TRY IT> Reproduce the records that follow exactly as they are written.
+--
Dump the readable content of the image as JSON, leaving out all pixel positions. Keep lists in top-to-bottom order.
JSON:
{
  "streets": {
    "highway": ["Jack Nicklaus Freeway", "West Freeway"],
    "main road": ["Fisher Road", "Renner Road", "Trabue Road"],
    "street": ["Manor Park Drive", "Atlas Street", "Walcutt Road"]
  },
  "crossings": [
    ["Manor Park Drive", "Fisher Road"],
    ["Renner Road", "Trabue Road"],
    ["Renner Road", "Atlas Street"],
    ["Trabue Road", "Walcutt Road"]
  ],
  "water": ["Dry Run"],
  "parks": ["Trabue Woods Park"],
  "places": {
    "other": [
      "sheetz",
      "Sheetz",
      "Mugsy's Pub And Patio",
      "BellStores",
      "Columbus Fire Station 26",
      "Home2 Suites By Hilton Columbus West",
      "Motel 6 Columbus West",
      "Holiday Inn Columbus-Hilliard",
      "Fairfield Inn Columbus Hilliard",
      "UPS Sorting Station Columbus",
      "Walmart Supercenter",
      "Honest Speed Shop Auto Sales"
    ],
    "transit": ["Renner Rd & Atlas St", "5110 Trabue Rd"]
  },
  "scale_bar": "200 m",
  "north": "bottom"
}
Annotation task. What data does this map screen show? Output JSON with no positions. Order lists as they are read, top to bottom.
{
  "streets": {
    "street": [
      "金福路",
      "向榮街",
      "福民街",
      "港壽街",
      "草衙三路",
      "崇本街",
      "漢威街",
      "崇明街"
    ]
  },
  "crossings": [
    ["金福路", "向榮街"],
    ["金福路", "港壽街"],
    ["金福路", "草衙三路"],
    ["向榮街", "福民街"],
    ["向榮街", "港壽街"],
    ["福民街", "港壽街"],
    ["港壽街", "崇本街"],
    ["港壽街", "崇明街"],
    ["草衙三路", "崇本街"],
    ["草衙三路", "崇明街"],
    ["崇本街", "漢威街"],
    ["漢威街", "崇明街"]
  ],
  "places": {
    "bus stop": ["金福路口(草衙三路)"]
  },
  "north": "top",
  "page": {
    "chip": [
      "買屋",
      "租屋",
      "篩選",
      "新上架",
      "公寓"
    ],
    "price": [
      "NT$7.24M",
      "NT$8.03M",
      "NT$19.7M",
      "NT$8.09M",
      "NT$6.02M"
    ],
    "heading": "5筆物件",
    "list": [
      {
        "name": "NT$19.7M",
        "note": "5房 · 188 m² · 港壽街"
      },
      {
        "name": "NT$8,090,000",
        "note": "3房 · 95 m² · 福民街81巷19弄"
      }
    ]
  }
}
+--
RESULT OF THE EXERCISE>
Dump the readable content of the image as JSON, leaving out all pixel positions. Keep lists in top-to-bottom order.
JSON:
{
  "streets": {
    "highway": ["Jack Nicklaus Freeway", "West Freeway"],
    "main road": ["Fisher Road", "Renner Road", "Trabue Road"],
    "street": ["Manor Park Drive", "Atlas Street", "Walcutt Road"]
  },
  "crossings": [
    ["Manor Park Drive", "Fisher Road"],
    ["Renner Road", "Trabue Road"],
    ["Renner Road", "Atlas Street"],
    ["Trabue Road", "Walcutt Road"]
  ],
  "water": ["Dry Run"],
  "parks": ["Trabue Woods Park"],
  "places": {
    "other": [
      "sheetz",
      "Sheetz",
      "Mugsy's Pub And Patio",
      "BellStores",
      "Columbus Fire Station 26",
      "Home2 Suites By Hilton Columbus West",
      "Motel 6 Columbus West",
      "Holiday Inn Columbus-Hilliard",
      "Fairfield Inn Columbus Hilliard",
      "UPS Sorting Station Columbus",
      "Walmart Supercenter",
      "Honest Speed Shop Auto Sales"
    ],
    "transit": ["Renner Rd & Atlas St", "5110 Trabue Rd"]
  },
  "scale_bar": "200 m",
  "north": "bottom"
}
Annotation task. What data does this map screen show? Output JSON with no positions. Order lists as they are read, top to bottom.
{
  "streets": {
    "street": [
      "金福路",
      "向榮街",
      "福民街",
      "港壽街",
      "草衙三路",
      "崇本街",
      "漢威街",
      "崇明街"
    ]
  },
  "crossings": [
    ["金福路", "向榮街"],
    ["金福路", "港壽街"],
    ["金福路", "草衙三路"],
    ["向榮街", "福民街"],
    ["向榮街", "港壽街"],
    ["福民街", "港壽街"],
    ["港壽街", "崇本街"],
    ["港壽街", "崇明街"],
    ["草衙三路", "崇本街"],
    ["草衙三路", "崇明街"],
    ["崇本街", "漢威街"],
    ["漢威街", "崇明街"]
  ],
  "places": {
    "bus stop": ["金福路口(草衙三路)"]
  },
  "north": "top",
  "page": {
    "chip": [
      "買屋",
      "租屋",
      "篩選",
      "新上架",
      "公寓"
    ],
    "price": [
      "NT$7.24M",
      "NT$8.03M",
      "NT$19.7M",
      "NT$8.09M",
      "NT$6.02M"
    ],
    "heading": "5筆物件",
    "list": [
      {
        "name": "NT$19.7M",
        "note": "5房 · 188 m² · 港壽街"
      },
      {
        "name": "NT$8,090,000",
        "note": "3房 · 95 m² · 福民街81巷19弄"
      }
    ]
  }
}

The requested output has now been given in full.